■ **Record set**:
• • • •

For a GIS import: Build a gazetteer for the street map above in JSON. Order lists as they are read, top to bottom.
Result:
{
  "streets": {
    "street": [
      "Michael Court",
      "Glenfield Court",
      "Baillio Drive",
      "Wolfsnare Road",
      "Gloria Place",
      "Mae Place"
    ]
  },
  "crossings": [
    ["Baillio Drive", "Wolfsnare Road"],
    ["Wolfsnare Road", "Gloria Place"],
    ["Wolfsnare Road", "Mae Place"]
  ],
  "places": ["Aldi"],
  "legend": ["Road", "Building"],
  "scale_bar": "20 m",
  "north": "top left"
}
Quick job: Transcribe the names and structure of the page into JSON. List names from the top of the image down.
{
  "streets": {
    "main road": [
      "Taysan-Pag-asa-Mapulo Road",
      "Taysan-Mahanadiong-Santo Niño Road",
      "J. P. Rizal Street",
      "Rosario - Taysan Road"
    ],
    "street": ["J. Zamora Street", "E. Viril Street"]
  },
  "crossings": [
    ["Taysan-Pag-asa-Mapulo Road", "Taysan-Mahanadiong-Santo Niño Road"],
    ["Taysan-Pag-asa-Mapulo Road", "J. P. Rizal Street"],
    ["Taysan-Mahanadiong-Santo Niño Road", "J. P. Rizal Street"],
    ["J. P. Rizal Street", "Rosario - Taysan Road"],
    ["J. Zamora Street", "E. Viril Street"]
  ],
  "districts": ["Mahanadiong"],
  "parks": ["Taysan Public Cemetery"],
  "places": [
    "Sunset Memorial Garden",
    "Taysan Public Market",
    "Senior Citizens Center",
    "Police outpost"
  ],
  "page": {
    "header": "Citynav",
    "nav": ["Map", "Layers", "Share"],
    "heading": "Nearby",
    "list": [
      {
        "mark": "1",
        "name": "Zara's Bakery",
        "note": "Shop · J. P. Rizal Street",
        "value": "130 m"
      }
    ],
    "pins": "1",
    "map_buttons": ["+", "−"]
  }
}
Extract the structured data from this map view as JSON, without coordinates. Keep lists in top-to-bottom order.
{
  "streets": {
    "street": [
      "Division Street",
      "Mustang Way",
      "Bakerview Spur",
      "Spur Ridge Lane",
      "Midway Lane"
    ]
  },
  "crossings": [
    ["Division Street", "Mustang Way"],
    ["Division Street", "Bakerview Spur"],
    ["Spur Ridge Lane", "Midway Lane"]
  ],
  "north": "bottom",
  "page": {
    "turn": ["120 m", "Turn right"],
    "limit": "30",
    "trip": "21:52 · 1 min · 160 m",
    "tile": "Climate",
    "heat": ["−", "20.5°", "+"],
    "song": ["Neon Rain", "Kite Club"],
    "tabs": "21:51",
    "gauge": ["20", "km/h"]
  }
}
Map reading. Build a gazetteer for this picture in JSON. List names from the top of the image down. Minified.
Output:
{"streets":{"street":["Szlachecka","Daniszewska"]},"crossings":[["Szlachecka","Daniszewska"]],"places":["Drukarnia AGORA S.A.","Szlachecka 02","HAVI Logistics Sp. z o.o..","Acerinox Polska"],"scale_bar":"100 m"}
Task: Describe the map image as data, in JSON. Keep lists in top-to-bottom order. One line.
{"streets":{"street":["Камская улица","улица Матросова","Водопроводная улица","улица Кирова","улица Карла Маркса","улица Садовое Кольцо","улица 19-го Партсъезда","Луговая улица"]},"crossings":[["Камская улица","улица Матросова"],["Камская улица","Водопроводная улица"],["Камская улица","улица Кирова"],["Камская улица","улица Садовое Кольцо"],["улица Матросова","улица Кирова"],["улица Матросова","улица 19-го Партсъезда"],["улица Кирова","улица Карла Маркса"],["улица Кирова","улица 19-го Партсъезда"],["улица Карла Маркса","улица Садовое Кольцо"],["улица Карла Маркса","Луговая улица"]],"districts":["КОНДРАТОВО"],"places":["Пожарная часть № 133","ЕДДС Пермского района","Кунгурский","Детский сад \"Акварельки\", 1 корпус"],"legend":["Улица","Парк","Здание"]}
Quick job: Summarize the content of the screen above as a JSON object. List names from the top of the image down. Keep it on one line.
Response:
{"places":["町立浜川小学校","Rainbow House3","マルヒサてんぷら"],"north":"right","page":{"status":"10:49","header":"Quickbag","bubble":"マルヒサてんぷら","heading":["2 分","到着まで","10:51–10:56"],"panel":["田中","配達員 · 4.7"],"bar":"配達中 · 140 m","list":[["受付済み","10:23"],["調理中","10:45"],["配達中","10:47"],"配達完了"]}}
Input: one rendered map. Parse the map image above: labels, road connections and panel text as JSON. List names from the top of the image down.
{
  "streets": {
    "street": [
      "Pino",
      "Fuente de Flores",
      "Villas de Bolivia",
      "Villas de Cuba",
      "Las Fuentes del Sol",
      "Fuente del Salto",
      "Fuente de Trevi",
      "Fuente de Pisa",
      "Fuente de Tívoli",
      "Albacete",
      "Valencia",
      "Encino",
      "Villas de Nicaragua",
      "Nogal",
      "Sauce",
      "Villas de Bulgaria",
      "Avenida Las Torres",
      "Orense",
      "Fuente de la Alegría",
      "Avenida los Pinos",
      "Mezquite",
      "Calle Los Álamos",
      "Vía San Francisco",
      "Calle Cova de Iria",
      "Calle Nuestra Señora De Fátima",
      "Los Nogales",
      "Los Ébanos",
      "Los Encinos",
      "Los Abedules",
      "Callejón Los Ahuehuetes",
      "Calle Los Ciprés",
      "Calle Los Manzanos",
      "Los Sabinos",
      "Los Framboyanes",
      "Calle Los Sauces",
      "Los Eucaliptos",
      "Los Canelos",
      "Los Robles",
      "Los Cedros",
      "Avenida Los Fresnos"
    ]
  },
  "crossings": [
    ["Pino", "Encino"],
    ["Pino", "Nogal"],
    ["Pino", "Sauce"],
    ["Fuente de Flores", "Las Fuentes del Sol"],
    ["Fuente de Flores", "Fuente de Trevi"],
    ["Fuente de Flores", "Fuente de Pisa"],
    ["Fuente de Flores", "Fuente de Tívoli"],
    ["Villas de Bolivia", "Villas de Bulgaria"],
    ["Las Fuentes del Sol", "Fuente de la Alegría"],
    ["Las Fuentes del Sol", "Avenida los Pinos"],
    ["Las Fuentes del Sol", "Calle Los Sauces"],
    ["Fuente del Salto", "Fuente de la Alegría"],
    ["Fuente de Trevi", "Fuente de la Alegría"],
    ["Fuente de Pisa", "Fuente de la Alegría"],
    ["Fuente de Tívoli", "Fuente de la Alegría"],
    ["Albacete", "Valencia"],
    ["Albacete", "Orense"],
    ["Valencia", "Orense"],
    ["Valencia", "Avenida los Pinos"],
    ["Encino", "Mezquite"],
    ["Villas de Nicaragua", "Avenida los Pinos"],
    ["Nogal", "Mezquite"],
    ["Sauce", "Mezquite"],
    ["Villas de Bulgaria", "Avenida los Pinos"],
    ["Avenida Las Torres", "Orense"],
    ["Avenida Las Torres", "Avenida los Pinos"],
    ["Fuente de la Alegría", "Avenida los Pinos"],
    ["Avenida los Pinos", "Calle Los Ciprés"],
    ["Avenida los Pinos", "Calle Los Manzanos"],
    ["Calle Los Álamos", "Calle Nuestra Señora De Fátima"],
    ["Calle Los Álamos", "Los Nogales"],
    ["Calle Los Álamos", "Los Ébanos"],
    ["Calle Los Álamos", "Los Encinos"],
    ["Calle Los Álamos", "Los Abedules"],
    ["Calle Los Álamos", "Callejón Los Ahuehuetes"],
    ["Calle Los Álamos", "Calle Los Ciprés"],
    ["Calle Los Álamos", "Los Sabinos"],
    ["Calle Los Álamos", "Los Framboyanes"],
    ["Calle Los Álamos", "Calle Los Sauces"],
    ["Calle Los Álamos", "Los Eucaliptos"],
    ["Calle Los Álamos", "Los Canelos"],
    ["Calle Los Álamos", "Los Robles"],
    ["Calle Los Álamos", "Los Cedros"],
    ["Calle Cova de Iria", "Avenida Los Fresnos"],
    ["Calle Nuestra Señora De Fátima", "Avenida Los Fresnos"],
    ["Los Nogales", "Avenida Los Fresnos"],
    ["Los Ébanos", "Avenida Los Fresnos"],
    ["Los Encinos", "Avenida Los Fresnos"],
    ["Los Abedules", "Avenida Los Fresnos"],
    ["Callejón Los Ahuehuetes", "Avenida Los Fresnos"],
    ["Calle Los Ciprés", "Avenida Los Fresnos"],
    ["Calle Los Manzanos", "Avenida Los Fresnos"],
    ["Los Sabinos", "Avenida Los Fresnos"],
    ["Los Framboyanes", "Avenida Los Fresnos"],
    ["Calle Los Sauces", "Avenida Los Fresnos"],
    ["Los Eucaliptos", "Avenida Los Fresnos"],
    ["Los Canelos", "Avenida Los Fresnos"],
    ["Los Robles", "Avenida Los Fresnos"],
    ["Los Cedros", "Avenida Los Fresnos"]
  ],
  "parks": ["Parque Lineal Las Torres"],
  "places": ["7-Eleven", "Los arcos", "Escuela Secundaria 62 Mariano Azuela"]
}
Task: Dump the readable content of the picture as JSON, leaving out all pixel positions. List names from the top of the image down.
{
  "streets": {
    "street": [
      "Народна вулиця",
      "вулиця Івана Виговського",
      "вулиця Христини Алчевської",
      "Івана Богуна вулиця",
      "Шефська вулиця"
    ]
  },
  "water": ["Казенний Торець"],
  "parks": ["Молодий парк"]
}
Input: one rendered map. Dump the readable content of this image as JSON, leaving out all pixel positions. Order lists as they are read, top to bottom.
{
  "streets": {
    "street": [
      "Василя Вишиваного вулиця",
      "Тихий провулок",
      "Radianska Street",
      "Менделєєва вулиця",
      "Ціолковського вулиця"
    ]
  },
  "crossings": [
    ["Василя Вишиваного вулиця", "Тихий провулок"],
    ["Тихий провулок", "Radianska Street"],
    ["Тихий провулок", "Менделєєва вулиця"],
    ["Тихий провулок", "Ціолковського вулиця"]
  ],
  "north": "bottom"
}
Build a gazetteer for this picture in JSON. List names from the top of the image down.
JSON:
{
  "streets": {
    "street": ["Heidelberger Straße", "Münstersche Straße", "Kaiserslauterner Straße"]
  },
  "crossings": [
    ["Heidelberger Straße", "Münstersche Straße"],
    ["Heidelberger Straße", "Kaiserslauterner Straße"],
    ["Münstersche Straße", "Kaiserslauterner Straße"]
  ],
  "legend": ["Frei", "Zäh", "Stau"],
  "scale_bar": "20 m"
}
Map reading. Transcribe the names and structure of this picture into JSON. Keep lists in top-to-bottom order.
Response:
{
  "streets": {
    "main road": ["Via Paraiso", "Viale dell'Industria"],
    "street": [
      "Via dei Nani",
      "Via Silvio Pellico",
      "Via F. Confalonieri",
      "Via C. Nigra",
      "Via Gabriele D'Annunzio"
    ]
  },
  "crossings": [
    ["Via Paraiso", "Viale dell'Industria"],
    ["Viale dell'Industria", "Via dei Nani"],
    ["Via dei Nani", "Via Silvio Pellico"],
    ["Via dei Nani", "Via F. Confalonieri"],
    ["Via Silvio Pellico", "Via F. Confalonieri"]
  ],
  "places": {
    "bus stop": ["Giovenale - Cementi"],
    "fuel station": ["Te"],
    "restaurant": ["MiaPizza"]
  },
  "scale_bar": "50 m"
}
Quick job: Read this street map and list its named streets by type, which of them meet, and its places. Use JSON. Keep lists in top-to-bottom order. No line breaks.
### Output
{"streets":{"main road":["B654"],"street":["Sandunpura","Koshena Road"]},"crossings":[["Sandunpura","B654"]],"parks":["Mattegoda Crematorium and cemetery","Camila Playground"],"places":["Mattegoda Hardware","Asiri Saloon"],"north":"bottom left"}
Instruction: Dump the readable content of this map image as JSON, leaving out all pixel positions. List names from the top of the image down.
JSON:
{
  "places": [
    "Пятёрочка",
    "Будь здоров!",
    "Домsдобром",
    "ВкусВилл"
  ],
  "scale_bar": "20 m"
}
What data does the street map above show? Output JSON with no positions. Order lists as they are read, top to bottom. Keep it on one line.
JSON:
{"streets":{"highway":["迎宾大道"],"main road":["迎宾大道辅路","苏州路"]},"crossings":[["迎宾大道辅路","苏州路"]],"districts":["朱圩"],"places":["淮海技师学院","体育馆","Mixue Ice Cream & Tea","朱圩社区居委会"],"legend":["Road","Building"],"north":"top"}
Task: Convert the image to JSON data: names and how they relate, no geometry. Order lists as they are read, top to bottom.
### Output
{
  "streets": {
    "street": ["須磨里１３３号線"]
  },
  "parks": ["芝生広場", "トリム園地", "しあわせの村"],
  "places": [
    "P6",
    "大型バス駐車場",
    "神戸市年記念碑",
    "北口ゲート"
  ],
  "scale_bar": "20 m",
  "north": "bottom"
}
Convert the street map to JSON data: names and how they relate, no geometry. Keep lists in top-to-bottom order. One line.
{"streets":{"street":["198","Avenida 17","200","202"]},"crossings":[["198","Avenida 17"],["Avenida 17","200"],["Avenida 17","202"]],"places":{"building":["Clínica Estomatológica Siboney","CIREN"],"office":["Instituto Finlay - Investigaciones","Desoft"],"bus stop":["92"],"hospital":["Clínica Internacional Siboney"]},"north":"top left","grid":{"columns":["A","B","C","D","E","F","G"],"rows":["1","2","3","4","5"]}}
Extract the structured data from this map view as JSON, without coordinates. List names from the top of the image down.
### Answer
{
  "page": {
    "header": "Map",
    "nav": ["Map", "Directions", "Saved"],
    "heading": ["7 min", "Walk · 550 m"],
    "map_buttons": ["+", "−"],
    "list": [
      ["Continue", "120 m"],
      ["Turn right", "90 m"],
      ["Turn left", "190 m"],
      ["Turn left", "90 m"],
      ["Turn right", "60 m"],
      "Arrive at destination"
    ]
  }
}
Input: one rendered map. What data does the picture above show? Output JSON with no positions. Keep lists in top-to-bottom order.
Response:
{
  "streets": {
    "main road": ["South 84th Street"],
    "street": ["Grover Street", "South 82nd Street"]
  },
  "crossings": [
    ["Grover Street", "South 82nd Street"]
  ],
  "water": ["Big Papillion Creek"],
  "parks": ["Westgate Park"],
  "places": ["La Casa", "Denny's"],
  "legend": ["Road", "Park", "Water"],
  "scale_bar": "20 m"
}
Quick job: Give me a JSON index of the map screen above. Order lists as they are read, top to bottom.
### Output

• • • •

■ **Exercise directions**:
Wherever "show" appears in the listing, report the line it is on.

■ **Task solution**:
What data does the street map above show? Output JSON with no positions. Order lists as they are read, top to bottom. Keep it on one line.
Input: one rendered map. What data does the picture above show? Output JSON with no positions. Keep lists in top-to-bottom order.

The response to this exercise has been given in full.